───── DATA RECORDS ─────

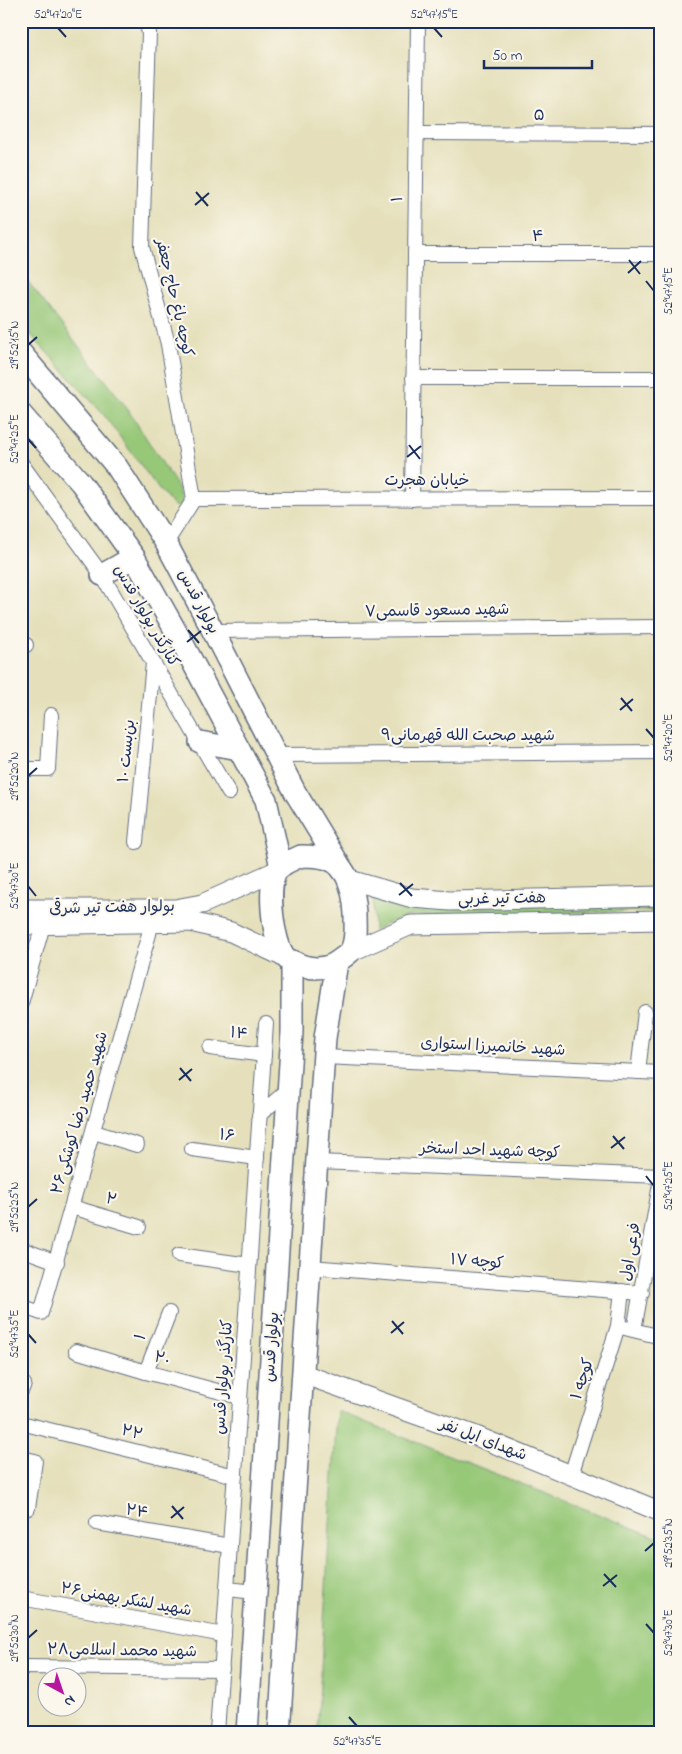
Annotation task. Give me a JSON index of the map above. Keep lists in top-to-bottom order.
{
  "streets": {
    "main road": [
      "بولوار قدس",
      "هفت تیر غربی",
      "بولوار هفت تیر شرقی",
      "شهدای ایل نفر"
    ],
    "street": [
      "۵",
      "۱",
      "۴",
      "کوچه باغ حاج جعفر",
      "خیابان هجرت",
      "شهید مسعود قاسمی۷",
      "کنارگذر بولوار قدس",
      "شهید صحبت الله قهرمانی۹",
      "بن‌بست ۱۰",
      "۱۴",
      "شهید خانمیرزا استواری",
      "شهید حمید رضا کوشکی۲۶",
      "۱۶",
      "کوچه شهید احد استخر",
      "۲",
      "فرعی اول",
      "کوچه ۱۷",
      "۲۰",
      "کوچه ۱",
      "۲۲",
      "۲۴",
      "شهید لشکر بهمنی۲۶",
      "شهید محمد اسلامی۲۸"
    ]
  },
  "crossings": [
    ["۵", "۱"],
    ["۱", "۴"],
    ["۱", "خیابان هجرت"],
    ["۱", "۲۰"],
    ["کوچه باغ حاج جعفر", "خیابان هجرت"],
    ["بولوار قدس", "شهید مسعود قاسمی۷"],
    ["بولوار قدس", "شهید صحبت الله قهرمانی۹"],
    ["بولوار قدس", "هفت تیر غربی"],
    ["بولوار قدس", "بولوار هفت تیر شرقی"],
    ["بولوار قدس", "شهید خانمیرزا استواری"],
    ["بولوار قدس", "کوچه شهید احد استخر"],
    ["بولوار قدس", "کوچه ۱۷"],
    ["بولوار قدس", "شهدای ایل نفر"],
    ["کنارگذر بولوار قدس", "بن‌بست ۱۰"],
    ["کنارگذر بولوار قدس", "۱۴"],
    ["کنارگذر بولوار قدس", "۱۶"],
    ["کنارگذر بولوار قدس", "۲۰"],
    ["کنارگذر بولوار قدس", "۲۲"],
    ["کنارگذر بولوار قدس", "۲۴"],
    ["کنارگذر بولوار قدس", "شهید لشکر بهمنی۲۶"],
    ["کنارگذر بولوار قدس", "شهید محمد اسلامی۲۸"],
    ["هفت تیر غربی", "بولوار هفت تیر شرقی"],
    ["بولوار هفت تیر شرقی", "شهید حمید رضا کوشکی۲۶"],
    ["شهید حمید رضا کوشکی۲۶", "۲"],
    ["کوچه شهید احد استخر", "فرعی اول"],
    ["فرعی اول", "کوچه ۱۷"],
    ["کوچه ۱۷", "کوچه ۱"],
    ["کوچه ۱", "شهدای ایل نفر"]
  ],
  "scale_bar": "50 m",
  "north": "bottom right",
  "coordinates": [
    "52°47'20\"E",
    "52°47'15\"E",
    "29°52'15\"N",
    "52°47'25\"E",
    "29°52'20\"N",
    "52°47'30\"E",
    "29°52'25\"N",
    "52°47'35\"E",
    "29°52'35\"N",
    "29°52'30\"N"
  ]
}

─────

**WHAT IS NEEDED**
Among the lines above, find each one containing the string "خیابان" and copy it.

**TASK ANSWER**
      "خیابان هجرت",
    ["۱", "خیابان هجرت"],
    ["کوچه باغ حاج جعفر", "خیابان هجرت"],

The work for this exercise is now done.